Perhaps you know that there are issues, real problems. But you feel like you just don’t have the emotional energy right now to work on things in a way that’s really going to make a difference. So you wait. You ignore. You minimize or rationalize. 

But do you know what? All of that putting off takes emotional energy too. Hiding and pretending, deferring and under-the-rug-sweeping? It sucks the life out of you. It’s a slow and steady drain that in the long run is more taxing than the hard work of dealing with the junk so that you can finally move forward. 

I know it’s hard. Sometimes it just seems easier to pretend that the problems are normal and therefore not that worthy of attention. Or maybe you think that you’re problems are anything but normal. You’re believing the lie that nobody else has experienced what you’re going through. 

Maybe help feels ridiculous and impractical during this season. I get it. 

Life is work without the troubles that come with marriage. Jobs are stressful. Kids have needs. There are bills and soccer games and sickness. Decisions are waiting to be made and doctor visits are waiting to be scheduled. 

Who has the time for the gut-wrenching work of marriage when dinner needs fixing? It’s a classic example of how the immediate takes precedence over the important. 

But let me gently speak some truth here. 

You don’t have to solve it all right now. But start somewhere. 

I’d suggest prayer. 

Maybe you can’t remember the last time you breathed a prayer about your marriage.  Why not today? Why not acknowledge that you don’t have what it takes or know what it takes to see this through, that you’re desperate and scared and “just please, God, help.”

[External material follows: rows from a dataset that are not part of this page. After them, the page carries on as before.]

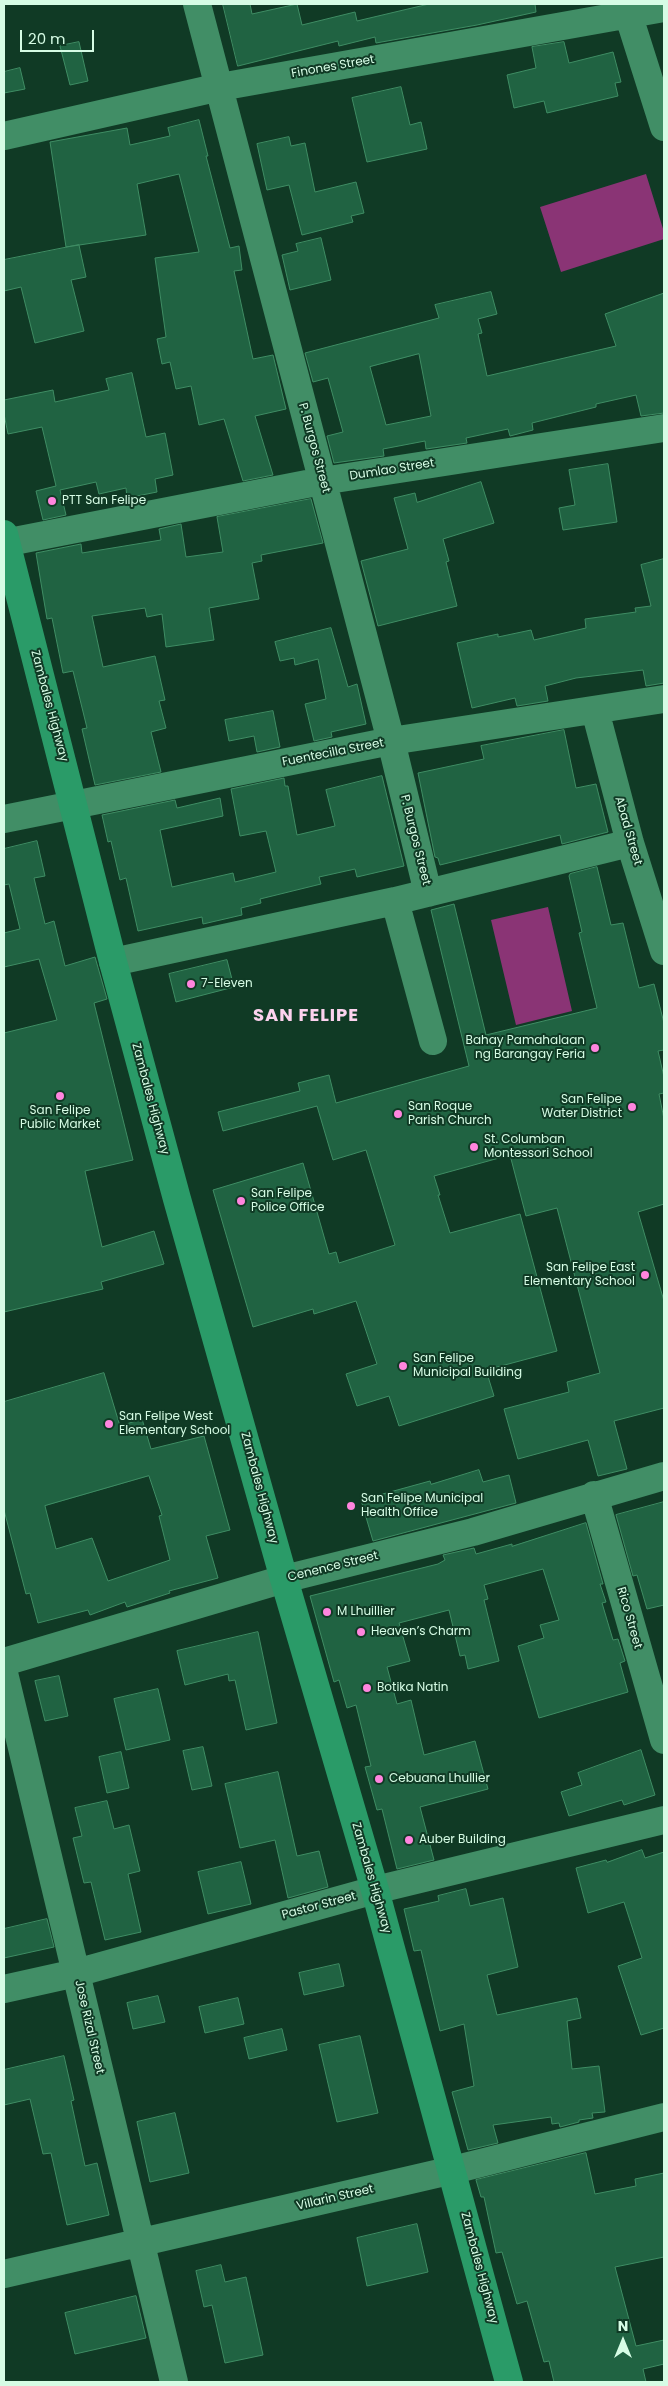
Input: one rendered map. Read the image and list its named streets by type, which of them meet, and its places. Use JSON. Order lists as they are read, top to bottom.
{
  "streets": {
    "main road": ["Zambales Highway"],
    "street": [
      "Finones Street",
      "P. Burgos Street",
      "Dumlao Street",
      "Fuentecilla Street",
      "Abad Street",
      "Cenence Street",
      "Rico Street",
      "Pastor Street",
      "Jose Rizal Street",
      "Villarin Street"
    ]
  },
  "crossings": [
    ["Finones Street", "P. Burgos Street"],
    ["P. Burgos Street", "Dumlao Street"],
    ["P. Burgos Street", "Fuentecilla Street"],
    ["Dumlao Street", "Zambales Highway"],
    ["Zambales Highway", "Fuentecilla Street"],
    ["Zambales Highway", "Cenence Street"],
    ["Zambales Highway", "Pastor Street"],
    ["Zambales Highway", "Villarin Street"],
    ["Fuentecilla Street", "Abad Street"],
    ["Cenence Street", "Rico Street"],
    ["Pastor Street", "Jose Rizal Street"],
    ["Jose Rizal Street", "Villarin Street"]
  ],
  "districts": ["SAN FELIPE"],
  "places": [
    "PTT San Felipe",
    "7-Eleven",
    "Bahay Pamahalaan ng Barangay Feria",
    "San Felipe Public Market",
    "San Felipe Water District",
    "San Roque Parish Church",
    "St. Columban Montessori School",
    "San Felipe Police Office",
    "San Felipe East Elementary School",
    "San Felipe Municipal Building",
    "San Felipe West Elementary School",
    "San Felipe Municipal Health Office",
    "M Lhuillier",
    "Heaven’s Charm",
    "Botika Natin",
    "Cebuana Lhullier",
    "Auber Building"
  ],
  "scale_bar": "20 m",
  "north": "top"
}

He hears the cries of the desperate. He looks on you and your desperation and He is filled with compassion.

And then, assuming you’re able to pray and quiet your soul for just a bit, maybe it’s time to speak about things. Speak the first word of the first conversation that may put you on the path to help. 

And that brings me to the subject of help. 

I’ve found that the hardest part of getting help is simply taking the first step. 

Find a counselor, a pastor, a wise and trusted friend, maybe someone you know who’s also sought help. Don’t let shame stand in the way of healing. 

Here’s what I’ve learned. We all need help. We’re simply prone to hiding it. 

My husband and I, we see a counselor. But we also have friends who know our story and love us anyway. We have others in our lives who encourage us, pray for us, and ask the necessary questions. We now have a “network” of help and we realize that this is really the only way to live–real, honest and needy. 

And as we’ve begun to live needy, we’ve begun to see that we’re not alone. 

Marriage is hard. It’s okay that it’s hard. So many people are struggling, far more than you know. 

If you’re in a difficult place, don’t stay there. Take the first step. And know that you’re not alone.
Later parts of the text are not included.